[Saved entries]

*** Begin section ***

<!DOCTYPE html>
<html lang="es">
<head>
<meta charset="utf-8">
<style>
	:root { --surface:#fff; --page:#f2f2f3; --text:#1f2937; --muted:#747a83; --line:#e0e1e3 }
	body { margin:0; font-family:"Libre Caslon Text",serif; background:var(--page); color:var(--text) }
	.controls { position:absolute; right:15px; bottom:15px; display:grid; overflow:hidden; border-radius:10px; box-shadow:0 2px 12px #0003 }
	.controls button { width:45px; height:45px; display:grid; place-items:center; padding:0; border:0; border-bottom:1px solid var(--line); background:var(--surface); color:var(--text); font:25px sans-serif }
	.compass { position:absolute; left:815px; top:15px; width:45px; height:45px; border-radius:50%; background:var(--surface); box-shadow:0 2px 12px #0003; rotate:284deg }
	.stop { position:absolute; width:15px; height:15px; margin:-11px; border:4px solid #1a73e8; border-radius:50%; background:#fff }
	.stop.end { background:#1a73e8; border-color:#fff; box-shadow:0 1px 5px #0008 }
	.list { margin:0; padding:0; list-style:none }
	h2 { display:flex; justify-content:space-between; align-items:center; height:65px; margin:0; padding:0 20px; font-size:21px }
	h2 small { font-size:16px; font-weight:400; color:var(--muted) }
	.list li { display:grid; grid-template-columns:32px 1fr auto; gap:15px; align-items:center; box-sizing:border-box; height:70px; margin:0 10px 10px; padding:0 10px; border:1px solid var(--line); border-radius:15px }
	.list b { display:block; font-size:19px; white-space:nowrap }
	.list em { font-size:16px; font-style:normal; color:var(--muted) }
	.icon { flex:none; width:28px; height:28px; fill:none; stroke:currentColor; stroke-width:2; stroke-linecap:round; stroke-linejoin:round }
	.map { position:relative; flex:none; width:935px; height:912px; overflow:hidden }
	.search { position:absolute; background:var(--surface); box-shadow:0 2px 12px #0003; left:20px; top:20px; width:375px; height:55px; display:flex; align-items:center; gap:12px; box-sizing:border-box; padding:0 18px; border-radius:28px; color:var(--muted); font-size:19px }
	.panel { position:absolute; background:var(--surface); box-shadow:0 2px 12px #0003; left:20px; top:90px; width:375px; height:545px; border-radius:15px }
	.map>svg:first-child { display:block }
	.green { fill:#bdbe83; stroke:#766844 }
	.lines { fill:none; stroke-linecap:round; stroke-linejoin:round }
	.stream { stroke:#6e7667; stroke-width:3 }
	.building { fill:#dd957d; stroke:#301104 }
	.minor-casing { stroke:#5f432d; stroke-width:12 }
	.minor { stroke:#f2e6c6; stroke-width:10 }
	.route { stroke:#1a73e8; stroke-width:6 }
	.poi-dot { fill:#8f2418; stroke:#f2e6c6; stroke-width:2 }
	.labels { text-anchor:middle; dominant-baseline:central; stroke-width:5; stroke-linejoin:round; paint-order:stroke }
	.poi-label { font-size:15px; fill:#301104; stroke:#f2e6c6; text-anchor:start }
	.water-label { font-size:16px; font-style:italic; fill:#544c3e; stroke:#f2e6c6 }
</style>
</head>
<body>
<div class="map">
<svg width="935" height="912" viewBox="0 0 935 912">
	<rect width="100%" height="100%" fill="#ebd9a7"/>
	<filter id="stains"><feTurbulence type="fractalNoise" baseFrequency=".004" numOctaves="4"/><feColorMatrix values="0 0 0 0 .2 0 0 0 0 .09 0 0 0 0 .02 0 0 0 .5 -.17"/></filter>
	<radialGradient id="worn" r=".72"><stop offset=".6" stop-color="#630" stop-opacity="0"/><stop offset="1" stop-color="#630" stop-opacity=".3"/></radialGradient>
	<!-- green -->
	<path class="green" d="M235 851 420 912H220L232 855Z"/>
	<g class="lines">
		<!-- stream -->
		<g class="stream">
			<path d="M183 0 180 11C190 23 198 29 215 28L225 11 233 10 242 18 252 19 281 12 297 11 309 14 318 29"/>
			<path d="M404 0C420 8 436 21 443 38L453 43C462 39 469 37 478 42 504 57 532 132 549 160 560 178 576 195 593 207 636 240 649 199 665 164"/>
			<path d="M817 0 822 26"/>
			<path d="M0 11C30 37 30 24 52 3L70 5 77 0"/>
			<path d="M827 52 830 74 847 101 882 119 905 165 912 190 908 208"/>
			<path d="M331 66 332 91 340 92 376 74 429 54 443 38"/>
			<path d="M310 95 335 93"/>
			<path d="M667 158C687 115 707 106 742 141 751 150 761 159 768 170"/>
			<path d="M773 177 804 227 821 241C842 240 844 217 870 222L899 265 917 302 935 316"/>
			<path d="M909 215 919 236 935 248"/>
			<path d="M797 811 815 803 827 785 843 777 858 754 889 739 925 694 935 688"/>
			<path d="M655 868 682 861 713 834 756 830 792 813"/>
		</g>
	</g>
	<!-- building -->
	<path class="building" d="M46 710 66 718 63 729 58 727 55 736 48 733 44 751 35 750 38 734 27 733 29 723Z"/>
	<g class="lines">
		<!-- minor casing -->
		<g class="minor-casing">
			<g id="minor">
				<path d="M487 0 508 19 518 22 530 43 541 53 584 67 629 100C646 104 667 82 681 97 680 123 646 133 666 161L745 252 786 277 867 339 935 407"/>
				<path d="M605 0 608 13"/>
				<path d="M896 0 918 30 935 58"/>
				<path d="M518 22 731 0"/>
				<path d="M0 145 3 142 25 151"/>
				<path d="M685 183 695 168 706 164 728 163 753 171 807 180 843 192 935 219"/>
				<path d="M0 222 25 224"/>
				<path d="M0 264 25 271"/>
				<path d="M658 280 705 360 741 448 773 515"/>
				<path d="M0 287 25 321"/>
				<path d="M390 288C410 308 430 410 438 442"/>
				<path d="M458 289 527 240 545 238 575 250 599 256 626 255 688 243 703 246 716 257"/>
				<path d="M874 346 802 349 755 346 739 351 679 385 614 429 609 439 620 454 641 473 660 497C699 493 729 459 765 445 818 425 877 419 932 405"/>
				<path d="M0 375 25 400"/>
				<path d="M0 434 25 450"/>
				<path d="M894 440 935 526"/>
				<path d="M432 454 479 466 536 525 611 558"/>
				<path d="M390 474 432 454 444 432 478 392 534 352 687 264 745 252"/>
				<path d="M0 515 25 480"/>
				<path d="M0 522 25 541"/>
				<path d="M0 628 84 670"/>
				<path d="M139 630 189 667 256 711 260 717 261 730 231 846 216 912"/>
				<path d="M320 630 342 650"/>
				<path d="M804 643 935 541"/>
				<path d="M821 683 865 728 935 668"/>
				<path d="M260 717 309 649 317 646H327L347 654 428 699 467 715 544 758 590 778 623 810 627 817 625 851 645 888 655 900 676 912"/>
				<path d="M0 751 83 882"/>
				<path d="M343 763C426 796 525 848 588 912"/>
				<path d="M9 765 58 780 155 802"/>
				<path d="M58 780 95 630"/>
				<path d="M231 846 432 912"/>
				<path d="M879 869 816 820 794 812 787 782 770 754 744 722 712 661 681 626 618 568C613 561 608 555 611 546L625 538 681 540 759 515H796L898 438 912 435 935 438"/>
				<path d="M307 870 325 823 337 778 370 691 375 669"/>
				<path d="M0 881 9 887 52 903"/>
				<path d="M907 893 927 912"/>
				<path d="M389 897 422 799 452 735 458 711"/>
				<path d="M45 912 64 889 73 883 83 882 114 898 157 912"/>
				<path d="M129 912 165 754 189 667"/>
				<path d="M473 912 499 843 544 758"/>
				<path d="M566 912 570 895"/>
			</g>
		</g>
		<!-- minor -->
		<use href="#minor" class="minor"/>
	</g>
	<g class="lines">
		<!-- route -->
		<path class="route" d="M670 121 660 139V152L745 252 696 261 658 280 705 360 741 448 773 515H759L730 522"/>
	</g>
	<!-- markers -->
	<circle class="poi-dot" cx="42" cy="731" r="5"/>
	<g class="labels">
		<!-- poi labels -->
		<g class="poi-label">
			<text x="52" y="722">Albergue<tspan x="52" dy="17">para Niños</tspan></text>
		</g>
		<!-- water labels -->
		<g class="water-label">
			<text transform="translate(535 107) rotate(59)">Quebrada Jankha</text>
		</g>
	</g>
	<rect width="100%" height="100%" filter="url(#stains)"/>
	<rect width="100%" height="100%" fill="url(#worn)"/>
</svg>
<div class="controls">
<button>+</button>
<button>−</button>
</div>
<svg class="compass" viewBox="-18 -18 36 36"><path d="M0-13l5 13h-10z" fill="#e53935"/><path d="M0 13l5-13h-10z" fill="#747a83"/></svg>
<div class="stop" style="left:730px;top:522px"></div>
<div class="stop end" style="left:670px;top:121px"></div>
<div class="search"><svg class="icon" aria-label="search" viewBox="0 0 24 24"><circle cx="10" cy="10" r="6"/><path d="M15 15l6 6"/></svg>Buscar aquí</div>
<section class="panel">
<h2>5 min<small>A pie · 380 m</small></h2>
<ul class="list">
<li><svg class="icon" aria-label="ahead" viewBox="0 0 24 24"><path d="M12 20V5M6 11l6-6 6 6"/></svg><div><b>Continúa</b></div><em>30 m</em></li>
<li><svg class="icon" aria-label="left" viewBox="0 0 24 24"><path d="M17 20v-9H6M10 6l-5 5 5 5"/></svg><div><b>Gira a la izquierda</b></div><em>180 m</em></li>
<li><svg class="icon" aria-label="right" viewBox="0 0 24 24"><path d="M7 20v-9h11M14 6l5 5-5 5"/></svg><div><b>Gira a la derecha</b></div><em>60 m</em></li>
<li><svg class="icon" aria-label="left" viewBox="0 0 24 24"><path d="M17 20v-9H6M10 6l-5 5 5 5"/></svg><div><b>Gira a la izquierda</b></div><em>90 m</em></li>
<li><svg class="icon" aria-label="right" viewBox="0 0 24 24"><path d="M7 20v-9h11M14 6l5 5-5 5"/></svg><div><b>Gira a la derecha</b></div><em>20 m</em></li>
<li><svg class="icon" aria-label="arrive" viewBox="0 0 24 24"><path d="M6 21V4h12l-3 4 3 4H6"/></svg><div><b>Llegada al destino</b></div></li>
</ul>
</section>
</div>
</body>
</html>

*** End section ***

**Task:** Starting at the first line of the records above, please copy each line exactly until you reach the line containing "position:absolute; right:15px; bottom:15px;". Include that line and stop there.

**Response to the task:**
<!DOCTYPE html>
<html lang="es">
<head>
<meta charset="utf-8">
<style>
	:root { --surface:#fff; --page:#f2f2f3; --text:#1f2937; --muted:#747a83; --line:#e0e1e3 }
	body { margin:0; font-family:"Libre Caslon Text",serif; background:var(--page); color:var(--text) }
	.controls { position:absolute; right:15px; bottom:15px; display:grid; overflow:hidden; border-radius:10px; box-shadow:0 2px 12px #0003 }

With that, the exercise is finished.